Re: TRUNCATE on foreign table

From: Kazutaka Onishi <onishi(at)heterodb(dot)com>
To: Kohei KaiGai <kaigai(at)heterodb(dot)com>
Cc: Bharath Rupireddy <bharath(dot)rupireddyforpostgres(at)gmail(dot)com>, Zhihong Yu <zyu(at)yugabyte(dot)com>, Fujii Masao <masao(dot)fujii(at)oss(dot)nttdata(dot)com>, Amit Langote <amitlangote09(at)gmail(dot)com>, Ibrar Ahmed <ibrar(dot)ahmad(at)gmail(dot)com>, PostgreSQL Developers <pgsql-hackers(at)lists(dot)postgresql(dot)org>, Ashutosh Bapat <ashutosh(dot)bapat(dot)oss(at)gmail(dot)com>
Subject: Re: TRUNCATE on foreign table
Date: 2021-04-04 06:30:23
Message-ID: CAJuF6cMqL8TzHVJxGTEKL3ijcNW7q5sNnpnjxoc6KJ82TYQRsw@mail.gmail.com
Views: Raw Message | Whole Thread | Download mbox | Resend email
Thread:
Lists: pgsql-hackers

Hi

For now, I've fixed the v8 according to your comments, excluding
anything related with 'hash table' and 'do_sql_commands'.

> 1) We usually have the struct name after "+typedef struct
> ForeignTruncateInfo", please refer to other struct defs in the code
> base.

I've modified the definition.
By the way, there're many "typedef struct{ ... }NameOfStruct;" in
codes, about 40% of other struct defs (checked by find&grep),
thus I felt the way is not "MUST".

> 2) We should add ORDER BY clause(probably ORDER BY id?) for data
> generating select queries in added tests, otherwise tests might become
> unstable.

I've added "ORDER BY" at the postges_fdw test.

> 3) How about dropping the tables, foreign tables that got created for
> testing in postgres_fdw.sql?

I've added "cleanup" commands.

> 4) I think it's not "foreign-tables"/"foreign-table", it can be
> "foreign tables"/"foreign table", other places in the docs use this
> convention.
> + the context where the foreign-tables are truncated.
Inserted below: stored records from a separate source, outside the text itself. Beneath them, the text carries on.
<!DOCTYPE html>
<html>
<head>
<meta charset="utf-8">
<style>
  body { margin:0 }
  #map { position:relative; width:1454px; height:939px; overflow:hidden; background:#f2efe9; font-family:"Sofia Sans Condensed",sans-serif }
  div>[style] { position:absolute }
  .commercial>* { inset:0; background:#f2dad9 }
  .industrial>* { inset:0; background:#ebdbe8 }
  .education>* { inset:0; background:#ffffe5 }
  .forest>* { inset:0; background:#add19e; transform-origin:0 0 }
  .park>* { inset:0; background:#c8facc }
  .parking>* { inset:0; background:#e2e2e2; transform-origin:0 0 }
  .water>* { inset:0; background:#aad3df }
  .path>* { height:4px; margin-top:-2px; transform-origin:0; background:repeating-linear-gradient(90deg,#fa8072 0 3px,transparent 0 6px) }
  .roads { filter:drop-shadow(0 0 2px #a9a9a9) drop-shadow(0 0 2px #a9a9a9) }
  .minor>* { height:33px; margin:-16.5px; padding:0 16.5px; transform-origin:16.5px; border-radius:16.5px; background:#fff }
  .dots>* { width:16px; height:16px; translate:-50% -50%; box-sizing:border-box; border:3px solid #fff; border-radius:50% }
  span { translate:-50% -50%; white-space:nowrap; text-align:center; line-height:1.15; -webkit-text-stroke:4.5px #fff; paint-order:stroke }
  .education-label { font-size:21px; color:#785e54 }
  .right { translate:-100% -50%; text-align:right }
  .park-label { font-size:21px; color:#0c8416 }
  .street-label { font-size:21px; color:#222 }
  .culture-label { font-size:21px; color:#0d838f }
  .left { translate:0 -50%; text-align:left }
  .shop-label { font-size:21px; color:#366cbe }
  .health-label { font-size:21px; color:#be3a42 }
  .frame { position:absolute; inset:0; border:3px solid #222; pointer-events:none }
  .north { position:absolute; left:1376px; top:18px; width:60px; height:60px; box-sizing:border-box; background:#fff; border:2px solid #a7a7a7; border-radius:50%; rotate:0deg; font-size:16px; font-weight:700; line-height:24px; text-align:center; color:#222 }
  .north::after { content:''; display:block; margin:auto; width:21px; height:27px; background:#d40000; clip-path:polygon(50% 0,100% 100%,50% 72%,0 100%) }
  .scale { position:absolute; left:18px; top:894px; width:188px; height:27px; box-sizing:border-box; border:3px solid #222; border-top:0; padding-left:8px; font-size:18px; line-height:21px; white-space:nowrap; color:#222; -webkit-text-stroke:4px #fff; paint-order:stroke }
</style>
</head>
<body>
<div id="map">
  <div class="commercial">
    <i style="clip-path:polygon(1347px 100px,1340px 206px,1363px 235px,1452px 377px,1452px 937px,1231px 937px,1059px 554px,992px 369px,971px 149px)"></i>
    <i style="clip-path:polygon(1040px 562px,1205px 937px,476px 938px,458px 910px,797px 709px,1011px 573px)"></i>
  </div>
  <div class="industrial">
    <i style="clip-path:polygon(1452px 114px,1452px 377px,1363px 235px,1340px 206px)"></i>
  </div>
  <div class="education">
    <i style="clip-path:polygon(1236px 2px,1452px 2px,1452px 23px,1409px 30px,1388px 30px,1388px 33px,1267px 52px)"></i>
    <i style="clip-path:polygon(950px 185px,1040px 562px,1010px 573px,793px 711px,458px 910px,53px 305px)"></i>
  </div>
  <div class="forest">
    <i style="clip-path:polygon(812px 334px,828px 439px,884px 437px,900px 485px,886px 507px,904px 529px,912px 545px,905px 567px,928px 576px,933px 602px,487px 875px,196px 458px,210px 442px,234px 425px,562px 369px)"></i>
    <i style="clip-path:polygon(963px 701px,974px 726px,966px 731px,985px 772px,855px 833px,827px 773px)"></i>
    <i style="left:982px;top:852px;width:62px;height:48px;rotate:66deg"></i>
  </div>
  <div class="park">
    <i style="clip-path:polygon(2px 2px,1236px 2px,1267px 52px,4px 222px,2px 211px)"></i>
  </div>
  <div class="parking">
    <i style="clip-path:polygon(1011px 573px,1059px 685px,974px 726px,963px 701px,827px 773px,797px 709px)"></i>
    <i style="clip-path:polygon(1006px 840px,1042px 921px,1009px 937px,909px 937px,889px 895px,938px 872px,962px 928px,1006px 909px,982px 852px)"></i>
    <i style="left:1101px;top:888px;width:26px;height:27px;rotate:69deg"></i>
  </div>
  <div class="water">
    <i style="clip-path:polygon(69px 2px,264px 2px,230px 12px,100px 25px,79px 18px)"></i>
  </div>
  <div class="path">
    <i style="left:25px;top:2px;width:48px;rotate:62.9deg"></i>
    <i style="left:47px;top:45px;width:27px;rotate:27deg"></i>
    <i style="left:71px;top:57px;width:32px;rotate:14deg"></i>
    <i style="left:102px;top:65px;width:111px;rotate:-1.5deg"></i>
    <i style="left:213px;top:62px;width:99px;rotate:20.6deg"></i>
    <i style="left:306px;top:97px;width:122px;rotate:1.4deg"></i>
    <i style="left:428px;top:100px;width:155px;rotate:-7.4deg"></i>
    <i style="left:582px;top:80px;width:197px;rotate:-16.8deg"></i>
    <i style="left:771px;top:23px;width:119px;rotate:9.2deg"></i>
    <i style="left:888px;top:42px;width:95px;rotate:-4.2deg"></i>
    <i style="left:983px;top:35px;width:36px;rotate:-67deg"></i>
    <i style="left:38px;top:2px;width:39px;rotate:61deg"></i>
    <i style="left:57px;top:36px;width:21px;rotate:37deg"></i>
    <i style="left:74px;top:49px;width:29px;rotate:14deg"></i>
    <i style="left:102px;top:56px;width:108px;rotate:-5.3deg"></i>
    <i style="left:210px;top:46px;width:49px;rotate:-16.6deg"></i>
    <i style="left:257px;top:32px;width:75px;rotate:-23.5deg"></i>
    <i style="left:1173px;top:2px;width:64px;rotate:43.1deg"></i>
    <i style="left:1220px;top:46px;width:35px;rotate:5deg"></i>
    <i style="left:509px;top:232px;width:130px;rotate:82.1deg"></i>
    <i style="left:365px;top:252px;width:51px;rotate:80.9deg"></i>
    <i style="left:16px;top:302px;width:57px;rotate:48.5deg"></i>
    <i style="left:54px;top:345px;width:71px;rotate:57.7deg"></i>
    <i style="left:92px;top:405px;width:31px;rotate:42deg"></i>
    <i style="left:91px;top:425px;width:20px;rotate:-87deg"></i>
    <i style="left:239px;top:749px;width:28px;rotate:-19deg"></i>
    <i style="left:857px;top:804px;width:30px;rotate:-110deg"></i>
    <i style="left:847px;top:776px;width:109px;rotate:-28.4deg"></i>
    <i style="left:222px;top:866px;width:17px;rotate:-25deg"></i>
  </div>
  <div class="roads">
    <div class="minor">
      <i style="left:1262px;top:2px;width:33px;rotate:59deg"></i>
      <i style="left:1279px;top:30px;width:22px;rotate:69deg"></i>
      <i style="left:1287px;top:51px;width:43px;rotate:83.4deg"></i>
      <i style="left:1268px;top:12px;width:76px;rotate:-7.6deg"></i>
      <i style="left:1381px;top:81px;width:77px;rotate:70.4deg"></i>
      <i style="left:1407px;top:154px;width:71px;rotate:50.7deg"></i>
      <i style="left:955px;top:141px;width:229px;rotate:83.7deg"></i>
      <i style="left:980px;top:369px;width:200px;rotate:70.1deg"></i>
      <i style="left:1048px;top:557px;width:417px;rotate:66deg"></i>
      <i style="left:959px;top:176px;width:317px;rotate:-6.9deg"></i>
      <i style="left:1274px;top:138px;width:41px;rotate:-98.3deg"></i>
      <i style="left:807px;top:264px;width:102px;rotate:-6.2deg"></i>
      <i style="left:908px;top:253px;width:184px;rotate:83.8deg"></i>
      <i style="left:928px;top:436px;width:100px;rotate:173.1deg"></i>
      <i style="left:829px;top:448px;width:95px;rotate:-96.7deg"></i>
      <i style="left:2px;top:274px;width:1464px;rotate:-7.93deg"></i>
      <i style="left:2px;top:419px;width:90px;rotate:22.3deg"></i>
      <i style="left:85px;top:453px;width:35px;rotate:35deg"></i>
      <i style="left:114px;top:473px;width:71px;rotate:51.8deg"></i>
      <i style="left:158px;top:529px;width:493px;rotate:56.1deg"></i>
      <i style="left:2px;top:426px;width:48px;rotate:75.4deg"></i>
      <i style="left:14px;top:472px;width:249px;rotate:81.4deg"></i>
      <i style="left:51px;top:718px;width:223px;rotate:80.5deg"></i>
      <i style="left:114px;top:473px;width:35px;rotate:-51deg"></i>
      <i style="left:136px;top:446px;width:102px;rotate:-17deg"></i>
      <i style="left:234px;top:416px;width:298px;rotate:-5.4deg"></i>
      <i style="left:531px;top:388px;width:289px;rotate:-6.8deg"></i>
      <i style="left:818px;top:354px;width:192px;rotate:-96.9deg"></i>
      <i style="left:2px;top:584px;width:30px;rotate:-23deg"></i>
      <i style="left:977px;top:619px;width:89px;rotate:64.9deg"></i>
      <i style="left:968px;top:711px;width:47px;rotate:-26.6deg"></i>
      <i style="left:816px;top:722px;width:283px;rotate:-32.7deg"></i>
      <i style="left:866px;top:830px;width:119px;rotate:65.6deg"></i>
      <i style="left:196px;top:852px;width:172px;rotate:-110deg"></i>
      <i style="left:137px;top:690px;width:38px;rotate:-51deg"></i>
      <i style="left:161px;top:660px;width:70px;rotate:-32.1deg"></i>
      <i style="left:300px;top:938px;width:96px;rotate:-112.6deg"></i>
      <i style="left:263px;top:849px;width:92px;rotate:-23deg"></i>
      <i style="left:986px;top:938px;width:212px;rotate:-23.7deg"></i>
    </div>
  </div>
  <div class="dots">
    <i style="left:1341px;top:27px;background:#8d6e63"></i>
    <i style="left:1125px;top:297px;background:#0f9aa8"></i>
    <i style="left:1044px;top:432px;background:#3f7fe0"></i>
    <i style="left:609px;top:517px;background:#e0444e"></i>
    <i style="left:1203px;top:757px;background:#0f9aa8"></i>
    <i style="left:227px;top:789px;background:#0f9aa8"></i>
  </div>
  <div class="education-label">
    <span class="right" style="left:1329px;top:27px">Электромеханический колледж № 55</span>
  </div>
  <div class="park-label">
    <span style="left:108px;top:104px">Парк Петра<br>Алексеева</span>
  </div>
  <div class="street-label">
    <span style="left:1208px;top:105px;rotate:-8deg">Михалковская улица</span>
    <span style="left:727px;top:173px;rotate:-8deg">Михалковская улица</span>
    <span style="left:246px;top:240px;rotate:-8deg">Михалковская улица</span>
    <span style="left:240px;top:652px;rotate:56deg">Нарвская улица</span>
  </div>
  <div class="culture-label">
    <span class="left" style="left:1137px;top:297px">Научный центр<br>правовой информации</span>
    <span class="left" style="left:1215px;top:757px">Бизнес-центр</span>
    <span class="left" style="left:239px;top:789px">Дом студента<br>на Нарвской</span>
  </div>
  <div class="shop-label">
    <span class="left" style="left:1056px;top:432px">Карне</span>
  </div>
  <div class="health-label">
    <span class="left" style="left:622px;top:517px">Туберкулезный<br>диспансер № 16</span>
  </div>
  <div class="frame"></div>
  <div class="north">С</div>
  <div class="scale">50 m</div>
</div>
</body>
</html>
It is a list
> of integers and same length with

I've replaced "foreign-table" to "foreign table".

> 5) Can't we use do_sql_command function after making it non static? We
> could go extra mile, that is we could make do_sql_command little more
> generic by passing some enum for each of PQsendQuery,
> PQsendQueryParams, PQsendQueryPrepared and PQsendPrepare and replace
> the respective code chunks with do_sql_command in postgres_fdw.c.

I've skipped this for now.
I feel it sounds cool, but not easy.
It should be added by another patch because it's not only related to TRUNCATE.

> 6) A white space error when the patch is applied.
> contrib/postgres_fdw/postgres_fdw.c:2913: trailing whitespace.

I've checked the patch and clean spaces.
But I can't confirmed this message by attaching(patch -p1 < ...) my v8 patch.
If this still occurs, please tell me how you attach the patch.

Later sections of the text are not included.